Il Rapporto, che aggrega dati da diverse fonti ufficiali aggiornati ai primi mesi del 2010, dimostra che nel 2009 il Pil italiano è diminuito del 5% e che nel biennio 2008-2010 sono stati persi 600.000 posti di lavoro (420.000 nel solo 2009, considerato “l’anno nero della crisi”). È calato anche il numero delle ore lavorate (-5%) ed aumentato il ricorso alla cassa integrazione (il 12% delle ore lavorate). Il tasso di occupazione generale, al 57,5% è ulteriormente calato dell’1,2% confermandosi come “il peggiore in Europa”. Il maggior calo occupazionale si è registrato nel Meridione, e i più colpiti sono stati i giovani (-6,3% di occupati), soprattutto i “figli” che vivono a casa con i genitori e gli stranieri (-2,5%).
In particolare, da un approfondimento su tre aree urbane – Roma, Napoli e Torino – emerge come la situazione degli stranieri sia stata la più difficile.
Nella Capitale la Commissione parla di un progressivo incremento degli immigrati sul totale dei senza lavoro: si va infatti dal 9,3% del 2007 al 13,5% del 2008 fino al 16,6% del 2009, con una forte prevalenza per la componente maschile (+85,9%), composta in maggioranza da lavoratori che hanno perso la precedente occupazione.
A Napoli – dove la popolazione straniera è più che raddoppiata nell’ultimo decennio e risulta molto alta la presenza irregolare – ai tradizionali flussi migratori si è aggiunto recentemente il flusso di migranti provenienti da altre regioni italiane (prevalentemente del Nord) costretti dalla crisi delle aree originarie di destinazione (e dunque dal fallimento del proprio “progetto migratorio”) a ripiegare verso il Sud, dove il minor costo di beni primari, dell’abitazione e degli affitti, unito a una maggiore “informalità” delle relazioni sociali e a un minore controllo del territorio, sembrano offrire condizioni di esistenza comunque difficilmente accettabili ma quantomeno possibili.
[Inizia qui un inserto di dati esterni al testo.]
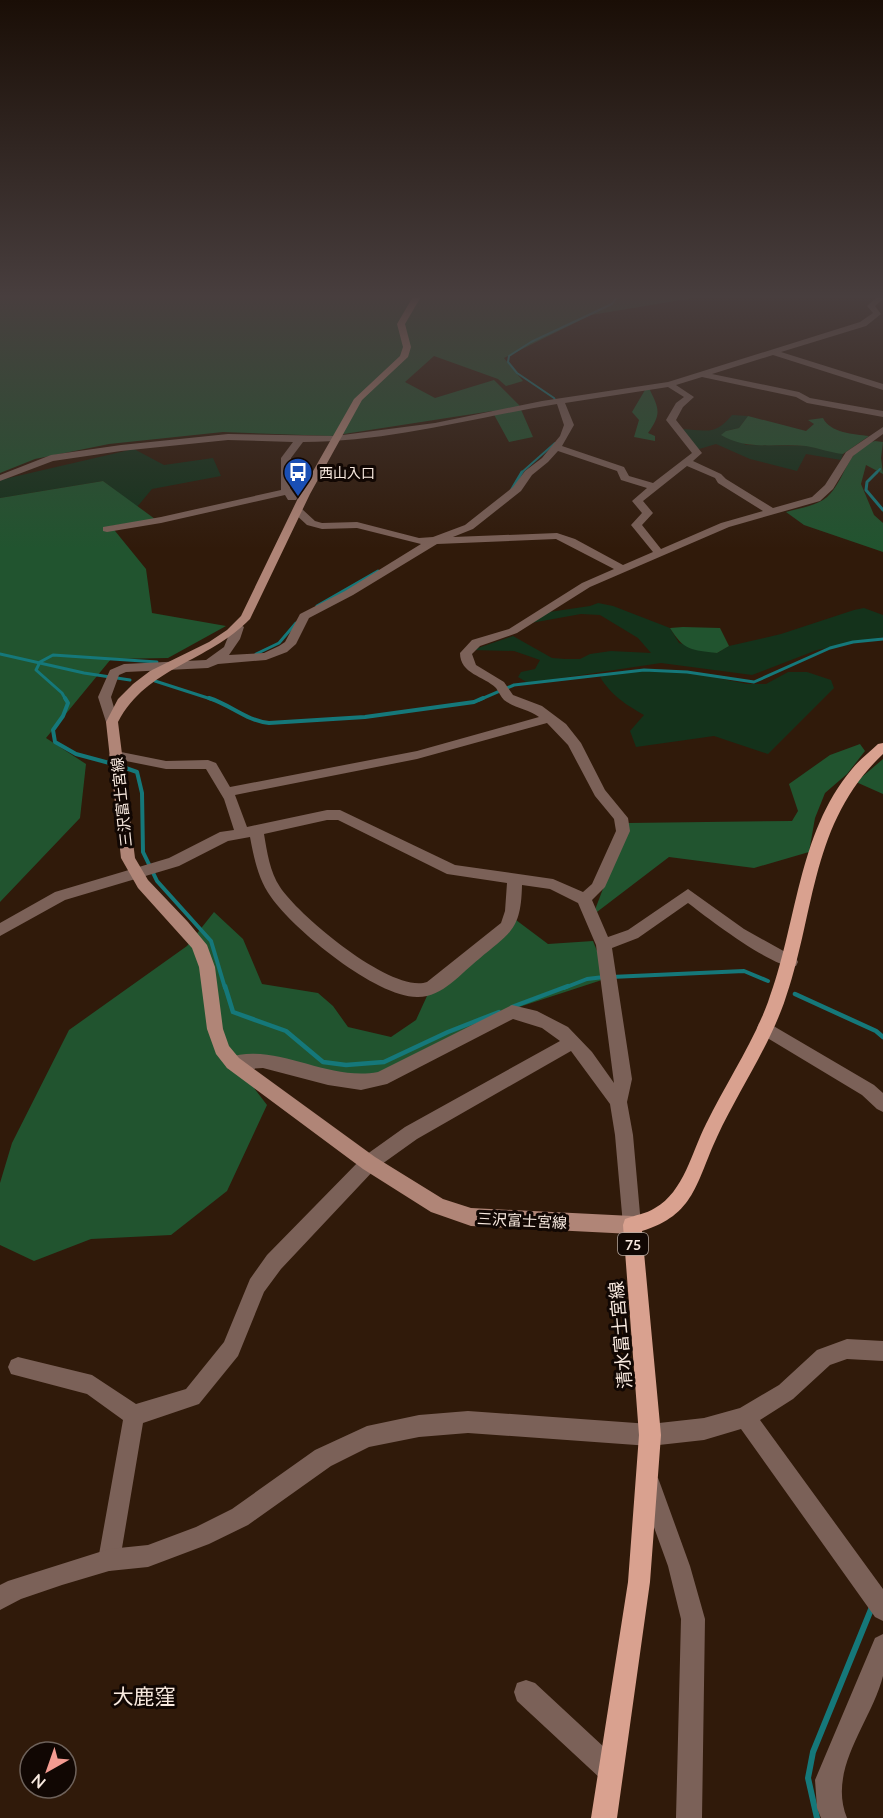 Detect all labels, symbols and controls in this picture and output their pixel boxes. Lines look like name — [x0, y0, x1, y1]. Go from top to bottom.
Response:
bus stop icon: 西山入口 — [282, 456, 314, 498]
place label: 西山入口 — [319, 464, 375, 481]
street label: 三沢富士宮線 — [107, 756, 135, 848]
street label: 三沢富士宮線 — [477, 1209, 567, 1231]
road number: 75 — [618, 1233, 648, 1255]
street label: 清水富士宮線 — [604, 1280, 636, 1390]
district label: 大鹿窪 — [113, 1683, 176, 1708]
north arrow — [18, 1740, 78, 1800]
text: N — [27, 1771, 49, 1793]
Si tratta – secondo il Rapporto – di un “sommerso spostamento” dai territori con tessuto sociale più forte, ma anche più “costoso”, ad aree territoriali economicamente e socialmente più fragili, ma caratterizzate da costi e da livelli di controllo più limitati.
Una situazione confermata dai dati provenienti da Torino ove si registra una diminuzione del 20% nell’ultimo anno di assunzioni di lavoratori stranieri.
La flessione della domanda di lavoro straniera è rilevabile con più forza laddove, come nella provincia di Torino, le attività industriali assumono maggiore rilevanza. In particolare, sono i bacini della cintura torinese a maggiore vocazione industriale quelli in cui la popolazione immigrata sperimenta le maggiori difficoltà. Il fenomeno è particolarmente evidente anche nel settore dell’edilizia, dove circa la metà dei lavoratori sono stranieri.



Immigrati: “Notizie che non si leggono sui giornali”

21 luglio 2010 Redattore Sociale
Giunge una denuncia da Oliviero Forti, responsabile del settore Immigrazione della Caritas italiana riguardo all’impiego di irregolari nella ricostruzione a L’Aquila: “Ci sono arrivate segnalazioni di stranieri che dormono per strada”.
Anche i media sono sotto accusa: “In Italia si fa poco giornalismo d’inchiesta e queste notizie non si leggono sui giornali. Come non si parla più degli sbarchi, mentre la questura di Otranto ci ha chiesto una mano perché sono ricominciati”.